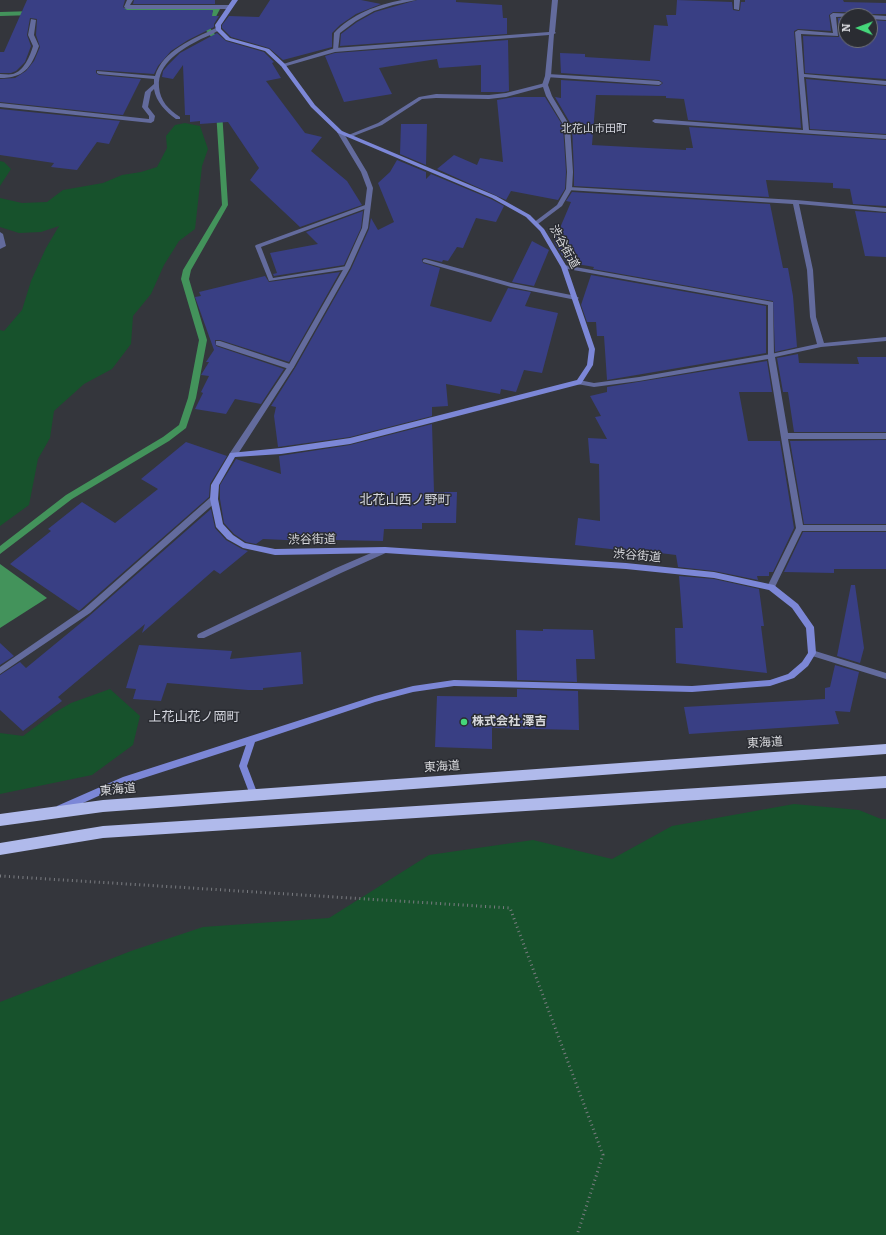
<!DOCTYPE html>
<html>
<head>
<meta charset="utf-8">
<style>
	body { margin:0 }
	#map { position:relative; width:886px; height:1235px; overflow:hidden; background:#34363c; font-family:Bitter,serif }
	canvas { display:block }
	.north { position:absolute; left:838px; top:8px; width:40px; height:40px; box-sizing:border-box; background:#2a2c32; border:1px solid #6f7176; border-radius:50%; rotate:271deg; font-size:11px; font-weight:700; line-height:16px; text-align:center; color:#d7d8dc }
	.north::after { content:''; display:block; margin:auto; width:14px; height:18px; background:#45d77a; clip-path:polygon(50% 0,100% 100%,50% 72%,0 100%) }
</style>
</head>
<body>
<div id="map">
<canvas width="886" height="1235"></canvas>
<div class="north">N</div>
</div>
<script>
const context = document.querySelector('canvas').getContext('2d');
context.lineJoin = 'round';
function paint(path, color) {
  context.fillStyle = color;
  context.fill(path, 'evenodd');
}
function strokePath(path, color, width, dash) {
  context.strokeStyle = color;
  context.lineWidth = width;
  context.lineCap = dash ? 'butt' : 'round';
  context.setLineDash(dash || []);
  context.stroke(path);
}
function write(font, color, halo, rows, align = 'center') {
  context.font = font + ' Bitter,"Noto Sans JP",serif';
  context.lineWidth = 3;
  context.setLineDash([]);
  context.textBaseline = 'middle';
  context.strokeStyle = halo;
  context.fillStyle = color;
  for (const [text, x, y, turn = 0] of rows) {
    context.save();
    context.translate(x, y);
    context.rotate((+turn || 0) * Math.PI / 180);
    context.textAlign = isNaN(turn) ? turn : align;
    if (halo) context.strokeText(text, 0, 0);
    context.fillText(text, 0, 0);
    context.restore();
  }
}
paint(new Path2D(`
	M185,123L200,126L208,149L202,166L195,229L179,241L164,265L151,294L133,316L131,344L112,369L84,384L54,411L50,438L38,459L29,505L0,526V330L4,331L22,310L31,281L46,248L59,226L41,232L19,233L0,227V198L22,203L47,202L63,190L103,183L122,175L141,172L157,167L167,148L166,136L175,125Z
	M0,161L4,162L11,169L0,186Z
	M110,689L140,716L133,745L92,775L0,794V733L23,736L54,713L71,703Z
	M794,804L859,810L881,819H886V1235H0V1002L131,951L203,927L329,918L429,855L533,840L612,859L672,826Z`), '#17522c');
paint(new Path2D(`
	M0,564L47,598L0,628Z`), '#43935b');
paint(new Path2D(`
	M219,8L220,9L210,28L218,38V47L215,49L212,47V38L204,28L213,11L118,12L115,10L118,8Z
	M0,12L34,11L37,13L34,15L0,16Z
	M219,109L222,111L228,205L191,270L189,279L207,340L196,398L186,428L169,441L72,499L0,554V546L66,495L163,437L179,425L188,398L199,340L181,279L183,270L222,205L216,111Z`), '#43935b');
paint(new Path2D(`
	M27,0H125L123,7L127,10H213L212,16H219L214,24V27L188,40L171,51L158,66L154,74L96,70V73L99,75L141,79L123,115L0,102V79L15,78L26,71L34,61L40,47L36,35L37,19L30,18L27,35L31,46L25,62L16,71L11,73H0V52H4Z
	M134,0H215V4H133Z
	M270,0H361L381,4L356,14L340,25L332,33V47L283,60L269,48L231,37L222,28V25L229,16L259,17Z
	M417,0H456V2L502,5L503,18H507V34L340,46L341,34L357,22L375,12Z
	M677,0L732,2L733,10L739,11L740,10L741,2H745V0H843L844,2L886,3V14H870L867,16H861L857,12H833L829,15L831,31L798,29L794,31L801,128L688,120L684,99L666,98V96L596,95L592,145L686,150V148H693L689,127L886,140V206L853,204L850,189L833,188V183L766,180L769,197L574,186V172L572,126L555,97L561,98V80L659,86L663,83L659,80L561,73L560,53L585,54V57L650,61L654,25L668,26L666,15H676Z
	M838,18H846V40H870V20L886,21V79L805,73L803,36L839,37Z
	M217,33L226,41L264,52L274,62L272,63L281,78L266,81L305,133L322,137L311,151L347,181L362,205L300,227L250,180L259,168L228,122L200,124V121L190,122V115H185L183,65L173,79L162,77L163,71L168,65L180,53Z
	M508,40L509,91L504,92H481V65L439,68L437,59L379,68L392,94L344,102L325,56L335,53Z
	M806,79L886,86V134L810,129Z
	M514,97H545L563,126L566,172L565,189L558,200L511,191L506,200L437,169L454,155L477,165L480,158L503,162L497,100Z
	M0,109L120,121L109,144L97,142L77,170L51,167L54,163L0,155Z
	M401,124H427L426,165L400,154Z
	M397,160L426,172V179L431,174L491,199L504,206L496,222L476,218L463,248L457,247L448,261L443,260L442,262L425,258L422,259L423,263L440,268L430,306L491,322L508,288L531,292L525,306L558,313L542,373L524,370L516,392L501,389L500,394L446,384L448,406L432,407V416L350,437L278,447L274,416L276,407L271,406L295,368L351,269L369,229L371,218L378,230L394,222L378,183L390,172Z
	M572,192L770,204L783,268H788L793,296L797,347L775,352L773,301L593,269L594,267L566,262L554,242L571,202L566,201Z
	M363,211L361,228L344,265L274,276L273,274L277,273L270,253L318,244L306,232Z
	M855,211L886,213V257L865,256Z
	M532,241L549,250L534,286L512,282Z
	M340,272L289,362L220,340H215L216,346L284,369L261,404L235,399L226,414L195,409L203,393L201,392L209,376L201,375L209,362H206L214,350L195,297L201,296L199,292L265,276L269,282Z
	M591,275L766,306V353L607,380L604,336H597L596,322H587L581,305Z
	M798,354L799,363L859,364L857,357H886V432H794L788,392H783L777,358Z
	M767,361L772,392H739L748,441H780L794,528L773,572H769V576H757L758,580L714,571L678,567L676,555L628,549V551L575,545L578,518L600,521L599,464L590,463L588,438L607,439L595,417L601,416L590,396L607,392V387Z
	M432,424L434,492H457L456,523H422V529H384L383,541L333,540L332,542L263,539L256,544L246,542L234,534L224,523L220,499V485L236,459L281,474L279,456L350,445Z
	M886,440V524H804L790,441Z
	M186,442L227,456L210,484L209,497L79,611L10,564L51,531L48,529L82,502L115,523L158,489L141,479Z
	M211,509L215,528L226,540L242,549L248,551L220,574L214,570L142,633L145,624L58,697L62,701L23,731L0,710V675L20,662L26,668L88,617Z
	M803,532H886V569H834V573L784,572Z
	M679,576L714,579L759,589L764,626H761L767,673L676,663L675,628H683Z
	M851,585H855L864,648L860,663L837,656Z
	M543,629L593,630L595,659H576L577,682L517,680L516,630L543,631Z
	M0,643L14,656L0,665Z
	M139,645L232,651L230,659L301,652L303,684L263,688V690H248L167,683L161,701L133,699L136,689L126,688Z
	M835,665L859,672L850,712L835,711L839,724L689,734L684,707L825,699V688L830,687Z
	M517,689L578,691L579,730L492,728V749L435,747L437,696L517,697Z`), '#393f84');
strokePath(new Path2D(`
	M0,876L510,908L603,1155L577,1235`), '#7a7c81', 3, [1, 3.5]);
paint(new Path2D(`
	M127,0H133L130,5H230L233,7L230,9H127L124,7Z
	M402,0H416L393,5L374,11L356,21L340,33L338,50L333,51L334,33C352,14 377,5 402,0Z
	M734,0H740L739,10L734,9Z
	M833,13L857,14L860,16L836,17L838,36L801,34L804,74L886,81V85L804,77L809,130L886,135V139L655,123L652,121L655,119L803,130L795,32L798,30L833,33L830,15Z
	M870,15L886,16V20L870,19V16H868Z
	M31,19L36,20L34,35L39,46C31,68 24,78 0,78V74C4,74 9,75 13,74C24,71 30,56 33,46L28,35Z
	M216,28L221,29C215,33 208,36 201,39C182,49 157,63 159,87C160,101 169,110 180,117V119H176C166,112 156,102 154,89L151,92L148,107L155,116L154,121L151,123L0,107V103L149,119V116L142,107L145,92L154,84V79L99,74L97,73V71L155,76C163,50 193,39 216,28Z
	M548,74L659,81L662,83L659,85L546,77V75Z
	M545,83L548,85L552,96L570,126L573,172L572,189L562,206L538,224H534L533,223L557,205L566,189L567,172L564,126L546,96L543,87L506,97L489,99L436,98L422,99L382,125L351,137L346,136L378,123L419,97L436,94L489,95L506,93Z
	M368,204L370,205V207L261,247L273,278L347,266L349,267V269L269,281L255,246L256,245Z
	M0,232L3,234L6,246L0,249Z
	M425,259L511,283L576,296L579,298L576,300L511,287L423,262V260Z
	M564,265L773,302L774,356L771,358L768,356V305L562,268V266Z
	M216,341H220L293,365L294,367L291,369H289L216,345Z
	M214,496L217,497L218,499L217,501L90,613L0,674V667L84,609L211,497Z
	M385,547L389,550L388,552L341,573L204,638H198L197,636L198,634L336,568Z
	M812,650L886,673V679L809,655L808,653L809,651Z`), '#636b9d');
paint(new Path2D(`
	M552,0H558L555,32L556,33L554,34L551,76L548,85L545,87L542,85L545,76L549,35L335,52L283,67L280,65L335,48L549,32Z
	M340,130L343,132L367,172L373,188L368,228L350,268L294,367L236,457H230L229,455L230,453L288,366L344,268L362,228L367,188L361,172L337,132Z
	M569,187L796,200L886,208V212L799,204L813,270L816,317L824,343L886,337V341L821,347L775,357L788,433H886V439H788L803,525H886V531H802L774,589H768L767,587L796,528L768,359L639,381L594,387L577,384L576,382L579,380L594,383L639,377L771,354L817,344L810,317L807,270L793,204L567,190V188Z`), '#636b9d');
paint(new Path2D(`
	M232,0H238L221,25V29L230,38L269,49L285,64L315,105L342,131L496,196L530,215L544,229L567,267L595,349L593,365L581,384L350,444L281,454L235,457L219,485L218,499L223,524L233,535L245,543L275,549L385,547L626,563L714,572L774,585L798,604L814,627L816,653L808,666L794,678L770,686L692,692L454,686L413,692L375,702L255,742L247,766L258,795L257,798L254,799L251,798L250,795L239,766L246,745L125,784L63,812L60,813L57,812L56,809L57,806L123,777L375,696L413,686L454,680L692,686L770,680L788,674L802,662L808,653L806,628L792,608L769,590L714,578L626,569L385,553L275,555L243,548L227,539L216,527L210,499L211,485L230,453L281,448L350,438L577,380L587,365L589,349L561,267L540,231L526,217L492,198L338,133L311,107L281,66L265,51L226,40L216,30L215,25Z`), '#7c87d7');
paint(new Path2D(`
	M886,744V754L103,812L0,826V814L103,800Z
	M886,776V788L103,838L0,855V843L103,826Z`), '#b0baeb');
for (const [x, y, r, color] of [
	[464,722,4,"#45d77a"]
]) {
  const dot = new Path2D();
  dot.arc(x, y, r, 0, 2 * Math.PI);
  context.fillStyle = color;
  context.fill(dot);
  strokePath(dot, '#2a2c32', 1.5);
}
write('11px', '#d4d6de', '#2a2c32', [
	["北花山市田町",594,129]
]);
write('12px', '#d7d8dc', '#2a2c32', [
	["渋谷街道",564,247,61],
	["渋谷街道",312,540,-1],
	["渋谷街道",637,556,5],
	["東海道",765,743,-4],
	["東海道",442,767,-4],
	["東海道",118,790,-5]
]);
write('bold 12px', '#d7d8dc', '#2a2c32', [
	["株式会社 澤吉",472,722]
], 'left');
write('13px', '#d4d6de', '#2a2c32', [
	["北花山西ノ野町",405,500],
	["上花山花ノ岡町",194,717]
]);
</script>
</body>
</html>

※

» REQUIREMENT
Lines wanted from the listing above: the line with "context.strokeStyle = halo;" up to and including the line with "M806,79L886,86V134L810,129Z". Please write them out exactly, adding nothing else.

» EXPECTED ANSWER
  context.strokeStyle = halo;
  context.fillStyle = color;
  for (const [text, x, y, turn = 0] of rows) {
    context.save();
    context.translate(x, y);
    context.rotate((+turn || 0) * Math.PI / 180);
    context.textAlign = isNaN(turn) ? turn : align;
    if (halo) context.strokeText(text, 0, 0);
    context.fillText(text, 0, 0);
    context.restore();
  }
}
paint(new Path2D(`
	M185,123L200,126L208,149L202,166L195,229L179,241L164,265L151,294L133,316L131,344L112,369L84,384L54,411L50,438L38,459L29,505L0,526V330L4,331L22,310L31,281L46,248L59,226L41,232L19,233L0,227V198L22,203L47,202L63,190L103,183L122,175L141,172L157,167L167,148L166,136L175,125Z
	M0,161L4,162L11,169L0,186Z
	M110,689L140,716L133,745L92,775L0,794V733L23,736L54,713L71,703Z
	M794,804L859,810L881,819H886V1235H0V1002L131,951L203,927L329,918L429,855L533,840L612,859L672,826Z`), '#17522c');
paint(new Path2D(`
	M0,564L47,598L0,628Z`), '#43935b');
paint(new Path2D(`
	M219,8L220,9L210,28L218,38V47L215,49L212,47V38L204,28L213,11L118,12L115,10L118,8Z
	M0,12L34,11L37,13L34,15L0,16Z
	M219,109L222,111L228,205L191,270L189,279L207,340L196,398L186,428L169,441L72,499L0,554V546L66,495L163,437L179,425L188,398L199,340L181,279L183,270L222,205L216,111Z`), '#43935b');
paint(new Path2D(`
	M27,0H125L123,7L127,10H213L212,16H219L214,24V27L188,40L171,51L158,66L154,74L96,70V73L99,75L141,79L123,115L0,102V79L15,78L26,71L34,61L40,47L36,35L37,19L30,18L27,35L31,46L25,62L16,71L11,73H0V52H4Z
	M134,0H215V4H133Z
	M270,0H361L381,4L356,14L340,25L332,33V47L283,60L269,48L231,37L222,28V25L229,16L259,17Z
	M417,0H456V2L502,5L503,18H507V34L340,46L341,34L357,22L375,12Z
	M677,0L732,2L733,10L739,11L740,10L741,2H745V0H843L844,2L886,3V14H870L867,16H861L857,12H833L829,15L831,31L798,29L794,31L801,128L688,120L684,99L666,98V96L596,95L592,145L686,150V148H693L689,127L886,140V206L853,204L850,189L833,188V183L766,180L769,197L574,186V172L572,126L555,97L561,98V80L659,86L663,83L659,80L561,73L560,53L585,54V57L650,61L654,25L668,26L666,15H676Z
	M838,18H846V40H870V20L886,21V79L805,73L803,36L839,37Z
	M217,33L226,41L264,52L274,62L272,63L281,78L266,81L305,133L322,137L311,151L347,181L362,205L300,227L250,180L259,168L228,122L200,124V121L190,122V115H185L183,65L173,79L162,77L163,71L168,65L180,53Z
	M508,40L509,91L504,92H481V65L439,68L437,59L379,68L392,94L344,102L325,56L335,53Z
	M806,79L886,86V134L810,129Z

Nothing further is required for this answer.